In early October, Haputex Development Limited (Hong Kong) and Viet Huong Investment and Development JSC of Vietnam formed a $120 million joint venture named Nam Phuong Textile Limited in Binh Duong Province, specialized in weaving.

This project will be put into operation in early 2016, employing about 3,000 workers. Each year, this factory will supply 96 million meters of fabric, 15,000 tons of fibers and 10 million of garment products to the US and European markets .

In the Southeast Cu Chi District Industrial Zone, HCM City, two projects with a total investment of nearly $200 million of two foreign companies are being implemented.

Worldon Vietnam Co. has invested in a luxury garment factory, which can produce 80 million of products per year, with $140 million of investment capital. The factory is expected to open in June 2015.

Sheico Vietnam Co., Ltd. is building a fabric weaving and garment project with a total investment of $50 million. The project is expected to be completed this month.

According to Nikkei Asian Review, trading firm Itochu will invest in the Vietnam National Textile and Garment Group (Vinatex).

Itochu will soon acquire about five percent of Vinatex's stock for more than 1 billion yen ($9.25 million), making it Japan's first leading non-financial company to buy into a Vietnamese State-owned firm. This information was confirmed by Chairman of Vinatex's executive board Tran Quang Nghi.

Itochu had purchased some Vinatex shares through a normal transaction, not as a strategic shareholder of Vinatex. As Viet Nam's largest state-owned textile company, Vinatex operates about 200 factories around the country, of which about 30 are involved in sewing garments for Itochu under a contract.

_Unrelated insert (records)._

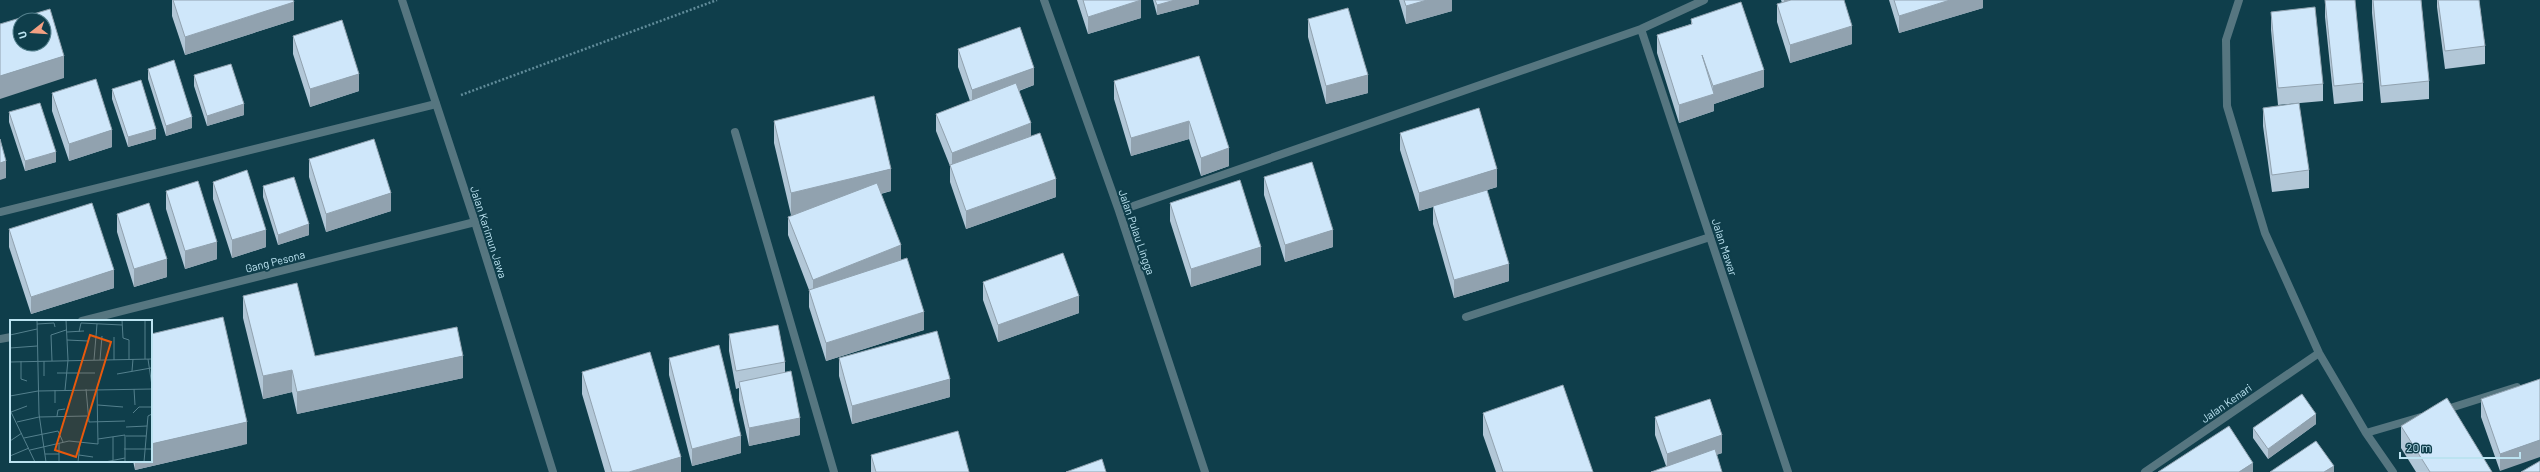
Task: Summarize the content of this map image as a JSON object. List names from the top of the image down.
{
  "streets": {
    "street": [
      "Jalan Karimun Jawa",
      "Jalan Pulau Lingga",
      "Jalan Mawar",
      "Gang Pesona",
      "Jalan Kenari"
    ]
  },
  "crossings": [
    ["Jalan Karimun Jawa", "Gang Pesona"]
  ],
  "scale_bar": "20 m",
  "north": "left"
}
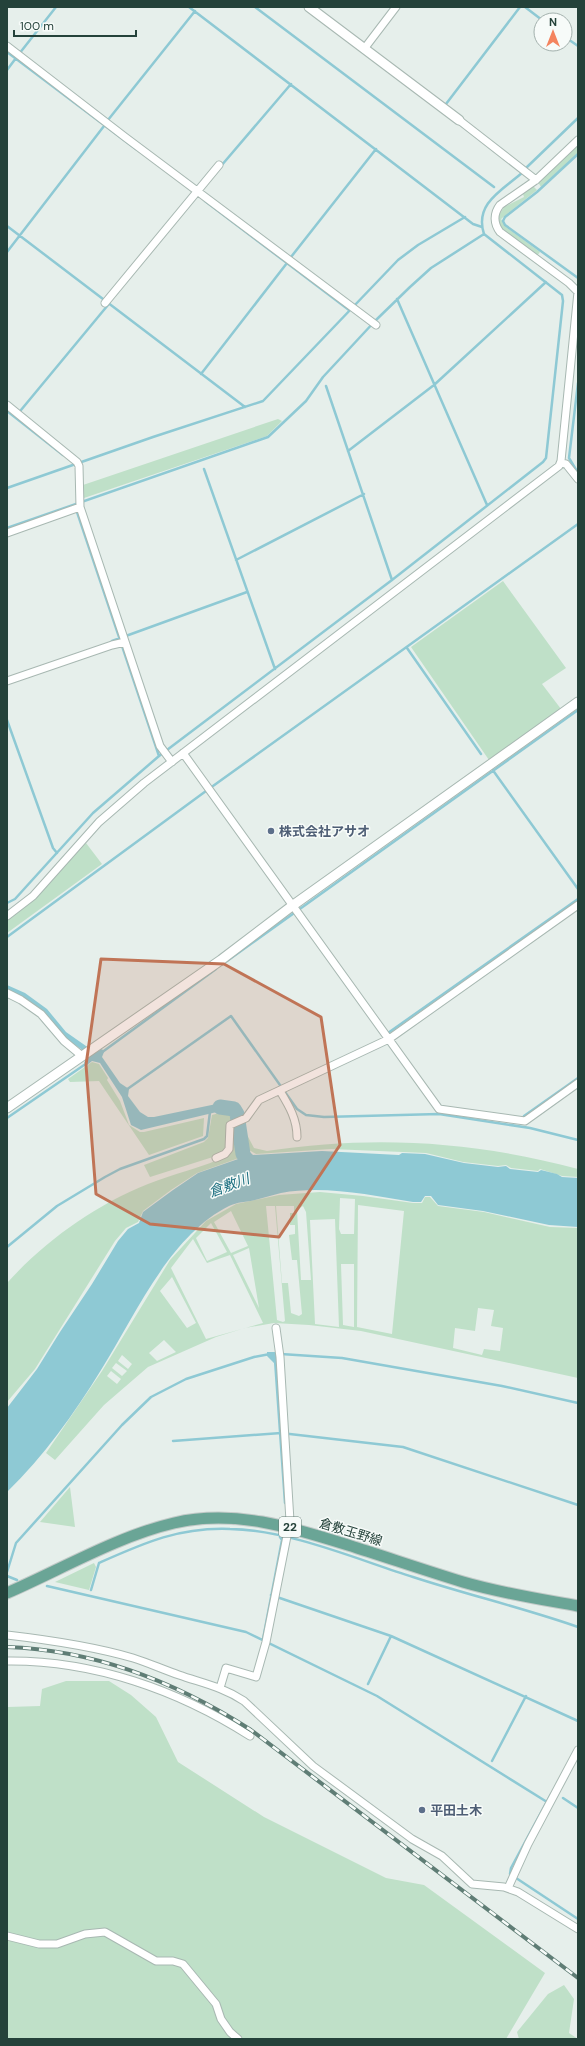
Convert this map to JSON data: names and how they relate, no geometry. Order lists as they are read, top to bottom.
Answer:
{
  "streets": {
    "main road": ["22", "倉敷玉野線"]
  },
  "water": ["倉敷川"],
  "places": ["株式会社アサオ", "平田土木"],
  "scale_bar": "100 m",
  "north": "top"
}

Itochu currently does business with about 100 Vietnamese textile companies. It deals in everything, from the procurement of raw materials to sewing, and supplies suits, shirts and other products to Japan, the United States and Europe. It is the largest Japanese firm in the country's textile industry.

Phong Phu Corporation - one of the biggest enterprises in the Vietnamese industry - has been also eyed by many foreign investors. In late April, Phong Phu Corporation and Japan’s Hirose Shokai Company Ltd signed an agreement to establish a joint venture firm called Linen Supply Services Company Ltd (LSS).

The new company will produce textile products such as cotton towels, pillows, blankets and curtains, and offer high-quality laundry services for five-star hotels and high-class apartments in HCM City and its surrounding areas.

It will be located in the Giang Dien Industrial Zone in the southern province of Dong Nai and will have a total investment of over US$3 million in the first phase. Its factory covers an area of 3,168 square metres and is equipped with modern equipment from Japan.

It has a laundry capacity of handling 18 tonnes of material every day. In the second phase, the project will increase its capacity to 50 tonnes of material per day, mainly serving HCM City and its nearby provinces. It will focus on producing table cloth, uniforms and items for hospitals.

Keitaro Hirose, chairman of the management board of Hirose Shokai Company Ltd, said that cooperation with Phong Phu in its investment project in Vietnam meant that they would work with the Vietnamese company and the textile industry in Viet Nam for a long-term period.

Hirose also hope to spread LSS’s presence in many cities in Vietnam in the future by implementing investment studies in Ha Noi, Da Nang and Nha Trang.

Pham Xuan Trinh, General Director of Phong Phu Corporation, acknowledged that the increasing flow of foreign capital into the textile-garment sector aims to wait for the TPP (Trans-Pacific Partnership).

While Pham Xuan Hong, Vitas Vice President sees inflow of foreign capital as a opportunity for Vietnamese enterprises to develop their technology and buy materials at low prices.

Apart from building factories, many foreign corporations have bought shares or cooperated with Vietnamese partners. In the south, many corporations of Taiwan and Hong Kong have also strengthened their investment in the textile-garment industry.

Currently, investment in China is facing difficulty and Vietnam has become a good place for investment. But this also can create major concern for Vietnamese enterprises.